Whereas March was amazingly (and disturbingly) dry and warm, April has reverted back to a more typical PNW Spring pattern of showers interspersed with glorious bouts of sunshine. Quite honestly it's been pretty much perfect to get a garden going early with leafy greens (various lettuces and spinach), peas, and brassicas. Yesterday was so wonderful. The sun had emerged, the Pacific Wrens, Flickrs, Song Sparrows and Orange-crowned Warblers were in full throat and their song surrounded me as I worked. I could sense the growth of green things all around me....both inside the garden and out. This has become a Spring ritual for me and it has truly become one of the unexpected, joyous discoveries of FIRE.
My first planting of peas (planted mid-March) are clambering up the trellis now, the second planting (late March) have just made their first grasping contact with the trellis. And I just planted a third, 10 foot row of snap peas yesterday. When I return from Mexico in early May, I will quickly plant a 4th. And very quickly get my heat loving crops ready to go.
My brassicas, always a very reliable and prodigious garden performer, are well on their way. Directly sowed cabbage, and volunteer kale, have emerged...and I have bolstered these (because they could get munched by wood bugs) with lots of transplants....cabbage: red, Tiara, EJW, Charmant. 3 varieties of kale, 3 or broccoli, and 3 of cauli.

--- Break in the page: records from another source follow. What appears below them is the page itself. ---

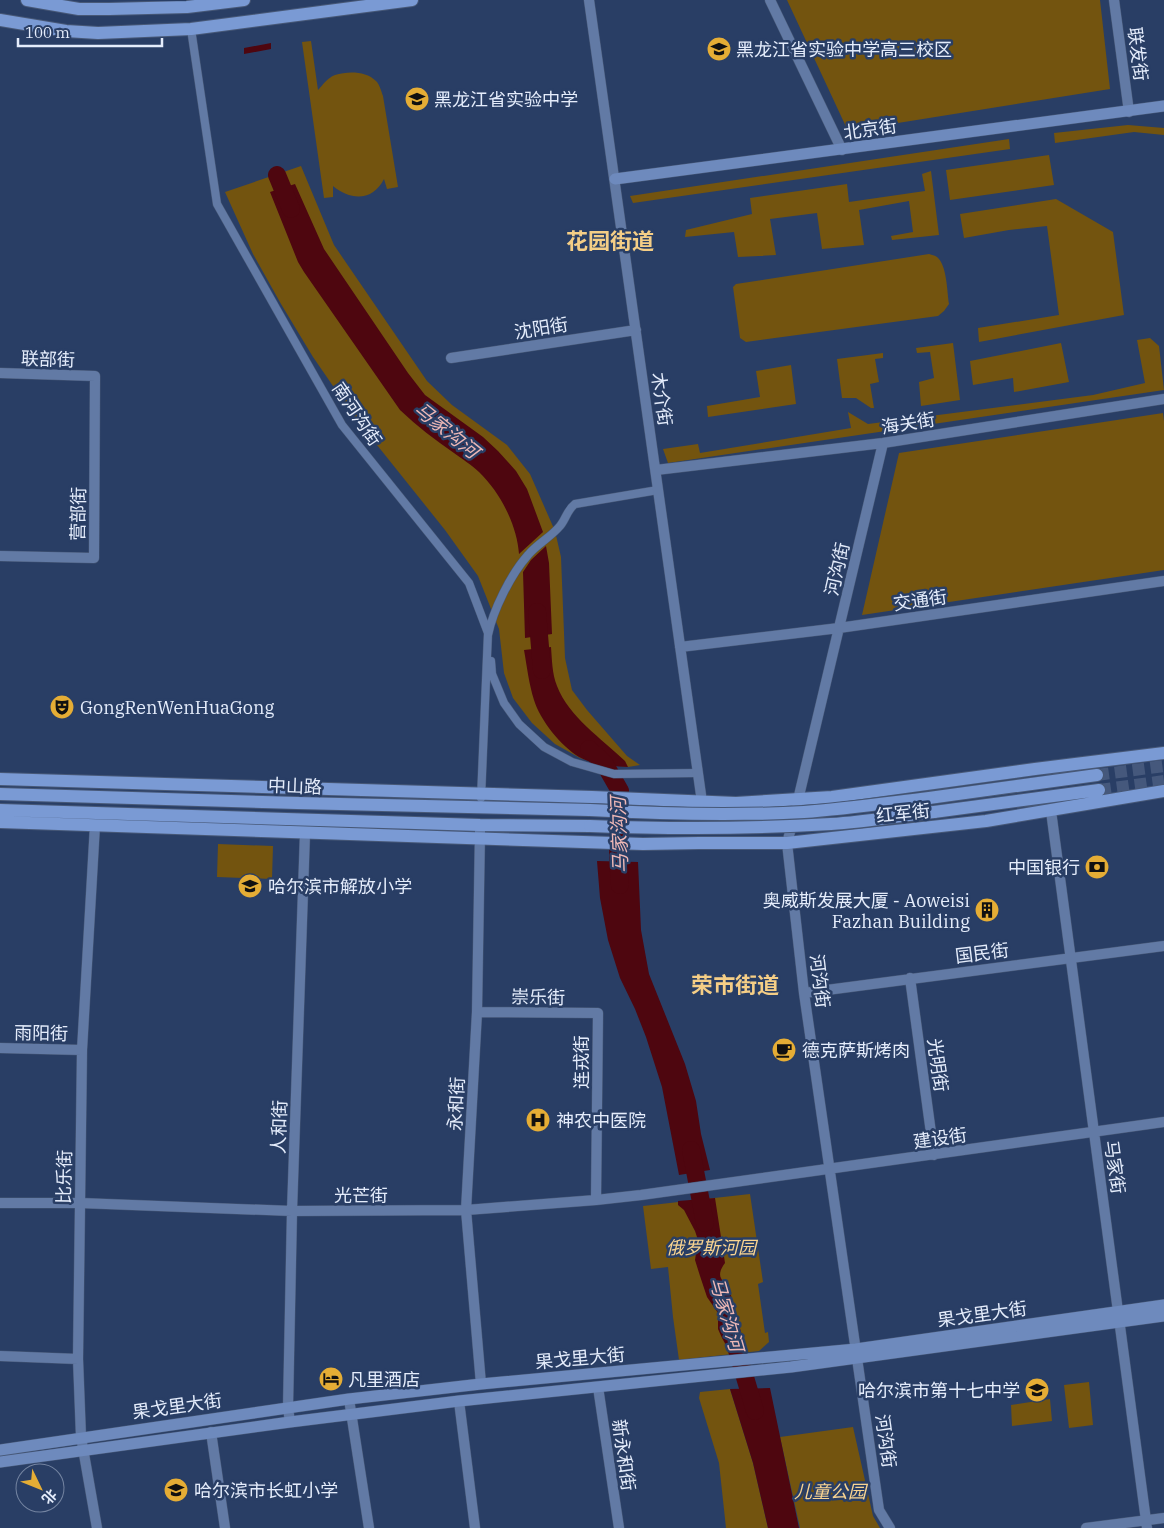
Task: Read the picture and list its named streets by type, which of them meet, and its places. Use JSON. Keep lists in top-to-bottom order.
{
  "streets": {
    "main road": [
      "北京街",
      "中山路",
      "红军街",
      "果戈里大街"
    ],
    "street": [
      "联发街",
      "沈阳街",
      "联部街",
      "木介街",
      "南河沟街",
      "海关街",
      "营部街",
      "河沟街",
      "交通街",
      "国民街",
      "崇乐街",
      "雨阳街",
      "连戎街",
      "光明街",
      "永和街",
      "人和街",
      "建设街",
      "马家街",
      "比乐街",
      "光芒街",
      "新永和街"
    ]
  },
  "crossings": [
    ["联发街", "北京街"],
    ["北京街", "木介街"],
    ["沈阳街", "木介街"],
    ["联部街", "营部街"],
    ["木介街", "海关街"],
    ["木介街", "交通街"],
    ["木介街", "红军街"],
    ["南河沟街", "中山路"],
    ["海关街", "河沟街"],
    ["河沟街", "交通街"],
    ["河沟街", "红军街"],
    ["河沟街", "国民街"],
    ["河沟街", "建设街"],
    ["河沟街", "果戈里大街"],
    ["中山路", "红军街"],
    ["中山路", "永和街"],
    ["红军街", "永和街"],
    ["红军街", "人和街"],
    ["红军街", "马家街"],
    ["红军街", "比乐街"],
    ["国民街", "光明街"],
    ["国民街", "马家街"],
    ["崇乐街", "连戎街"],
    ["崇乐街", "永和街"],
    ["雨阳街", "比乐街"],
    ["连戎街", "光芒街"],
    ["光明街", "建设街"],
    ["永和街", "光芒街"],
    ["永和街", "果戈里大街"],
    ["人和街", "光芒街"],
    ["人和街", "果戈里大街"],
    ["建设街", "马家街"],
    ["建设街", "光芒街"],
    ["马家街", "果戈里大街"],
    ["比乐街", "光芒街"],
    ["比乐街", "果戈里大街"],
    ["果戈里大街", "新永和街"]
  ],
  "districts": ["花园街道", "荣市街道"],
  "water": ["马家沟河"],
  "parks": ["俄罗斯河园", "儿童公园"],
  "places": {
    "school or university": [
      "黑龙江省实验中学高三校区",
      "黑龙江省实验中学",
      "哈尔滨市解放小学",
      "哈尔滨市第十七中学",
      "哈尔滨市长虹小学"
    ],
    "theatre": ["GongRenWenHuaGong"],
    "bank": ["中国银行"],
    "building": ["奥威斯发展大厦 - Aoweisi Fazhan Building"],
    "cafe": ["德克萨斯烤肉"],
    "hospital": ["神农中医院"],
    "hotel": ["凡里酒店"]
  },
  "scale_bar": "100 m",
  "north": "bottom right"
}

I'll be planting out my onions very soon - my onion sets are already showing 4 inches of growth. I'm very lucky that I don't really have that many pests to contend with in my garden...once the deer have been thwarted with a proper fence. But....birds have been very fond of pulling out my onions. I'm guessing they do this in order to find bugs in around the roots? Whatever the reason, I do have to put netting over them until they are more established.

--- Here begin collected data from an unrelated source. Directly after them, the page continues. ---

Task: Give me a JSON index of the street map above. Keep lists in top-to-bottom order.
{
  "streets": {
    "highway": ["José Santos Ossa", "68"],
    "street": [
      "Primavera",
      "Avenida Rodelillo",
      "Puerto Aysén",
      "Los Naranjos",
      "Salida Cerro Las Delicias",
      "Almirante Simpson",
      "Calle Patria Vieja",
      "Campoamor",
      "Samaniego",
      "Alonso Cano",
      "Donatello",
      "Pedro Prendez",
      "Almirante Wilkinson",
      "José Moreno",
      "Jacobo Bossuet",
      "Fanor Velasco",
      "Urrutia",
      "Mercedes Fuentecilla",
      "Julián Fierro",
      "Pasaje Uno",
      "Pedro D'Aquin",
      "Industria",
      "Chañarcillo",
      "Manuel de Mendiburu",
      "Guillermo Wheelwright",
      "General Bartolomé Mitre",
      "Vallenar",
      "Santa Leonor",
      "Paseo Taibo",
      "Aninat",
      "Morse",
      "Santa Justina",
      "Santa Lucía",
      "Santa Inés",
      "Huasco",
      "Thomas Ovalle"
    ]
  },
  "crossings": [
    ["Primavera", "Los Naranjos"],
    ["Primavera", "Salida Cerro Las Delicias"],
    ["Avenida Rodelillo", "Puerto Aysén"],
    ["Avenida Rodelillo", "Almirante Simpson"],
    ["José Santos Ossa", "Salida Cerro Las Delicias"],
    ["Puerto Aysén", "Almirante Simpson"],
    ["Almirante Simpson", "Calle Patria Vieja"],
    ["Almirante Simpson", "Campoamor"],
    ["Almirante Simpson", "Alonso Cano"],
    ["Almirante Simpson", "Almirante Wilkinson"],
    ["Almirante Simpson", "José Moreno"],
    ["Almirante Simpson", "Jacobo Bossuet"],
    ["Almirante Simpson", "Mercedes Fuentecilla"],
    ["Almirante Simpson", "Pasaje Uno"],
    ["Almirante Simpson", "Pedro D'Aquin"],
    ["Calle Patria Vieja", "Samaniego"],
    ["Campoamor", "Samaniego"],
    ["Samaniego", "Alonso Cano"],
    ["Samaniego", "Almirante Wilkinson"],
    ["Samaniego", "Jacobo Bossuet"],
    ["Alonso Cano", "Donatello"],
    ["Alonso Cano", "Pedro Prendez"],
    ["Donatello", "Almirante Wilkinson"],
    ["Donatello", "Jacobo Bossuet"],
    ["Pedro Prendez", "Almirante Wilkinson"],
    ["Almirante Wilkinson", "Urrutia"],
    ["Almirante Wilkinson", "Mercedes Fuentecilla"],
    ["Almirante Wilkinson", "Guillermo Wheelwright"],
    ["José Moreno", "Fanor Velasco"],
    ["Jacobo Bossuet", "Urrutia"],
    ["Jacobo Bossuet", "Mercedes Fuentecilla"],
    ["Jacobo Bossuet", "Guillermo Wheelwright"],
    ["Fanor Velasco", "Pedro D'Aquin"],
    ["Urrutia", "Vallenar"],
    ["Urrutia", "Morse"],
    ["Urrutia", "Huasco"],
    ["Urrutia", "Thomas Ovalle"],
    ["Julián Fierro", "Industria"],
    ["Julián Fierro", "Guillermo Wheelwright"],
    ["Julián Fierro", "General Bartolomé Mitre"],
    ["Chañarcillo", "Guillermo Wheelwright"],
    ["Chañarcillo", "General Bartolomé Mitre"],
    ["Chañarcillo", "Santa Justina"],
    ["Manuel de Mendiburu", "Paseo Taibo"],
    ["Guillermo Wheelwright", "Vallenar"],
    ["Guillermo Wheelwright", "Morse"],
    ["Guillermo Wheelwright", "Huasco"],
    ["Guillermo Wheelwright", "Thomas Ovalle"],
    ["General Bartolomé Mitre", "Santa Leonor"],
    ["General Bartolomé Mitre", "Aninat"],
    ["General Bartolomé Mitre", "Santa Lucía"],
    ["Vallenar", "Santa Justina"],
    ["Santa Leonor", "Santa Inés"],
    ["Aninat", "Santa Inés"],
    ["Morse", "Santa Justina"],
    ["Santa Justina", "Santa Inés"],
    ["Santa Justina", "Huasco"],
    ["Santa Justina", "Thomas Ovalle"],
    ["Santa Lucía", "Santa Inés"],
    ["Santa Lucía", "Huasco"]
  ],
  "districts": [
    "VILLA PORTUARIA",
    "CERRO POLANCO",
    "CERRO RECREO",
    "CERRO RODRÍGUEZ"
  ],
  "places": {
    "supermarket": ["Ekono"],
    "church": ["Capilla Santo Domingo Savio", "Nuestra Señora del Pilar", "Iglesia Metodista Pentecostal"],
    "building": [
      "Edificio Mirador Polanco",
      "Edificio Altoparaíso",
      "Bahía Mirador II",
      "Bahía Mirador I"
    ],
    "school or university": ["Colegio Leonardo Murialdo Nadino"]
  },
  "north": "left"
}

I've planted 4 different potato varieties over the past few weeks. I've got some in my established beds, while I've got a bunch growing in dedicated "grow bags" in soil which I imported from a high quality source. I do this because I have had a bit of an issue with wire worms (larval stage of the click beetle) in some of my raised beds. They are not too big an issue, except when it comes to potatoes. They are attracted to them like moths to a light source. The bed in which I put the seed potatoes didn't seem to have any, but I like the idea of a guarenteed potato source as back up. There are few things as wonderful as fresh, out of the garden taters...that don't have little orange worms in them. ;)
While I'm in Mexico my family are going to tend things. A sibling has taken ownership of the carrot crop...for whatever reason I've never had great luck with them. I suspect my thinning technique leaves something to be desired. This sibling is going to plant beets for me as well.
Turnips and parsnips seem to be doing okay, though I suspect they would welcome a few more degrees of warmth.
The beds in which I have my brassicas this year are where last years tomatoes were. And now there must be HUNDREDS of little volunteer tomatoes popping up everywhere. For some reason it really pains me to pull these out.
When I'm sitting on the beach gazing out at the Sea of Cortez I know my thoughts will increasingly drift north, wondering how my garden grows in my absence. I know my family will be able to keep me abreast of how things are going, but I suspect that by the end of my Mexico trip I will almost be panicky to return.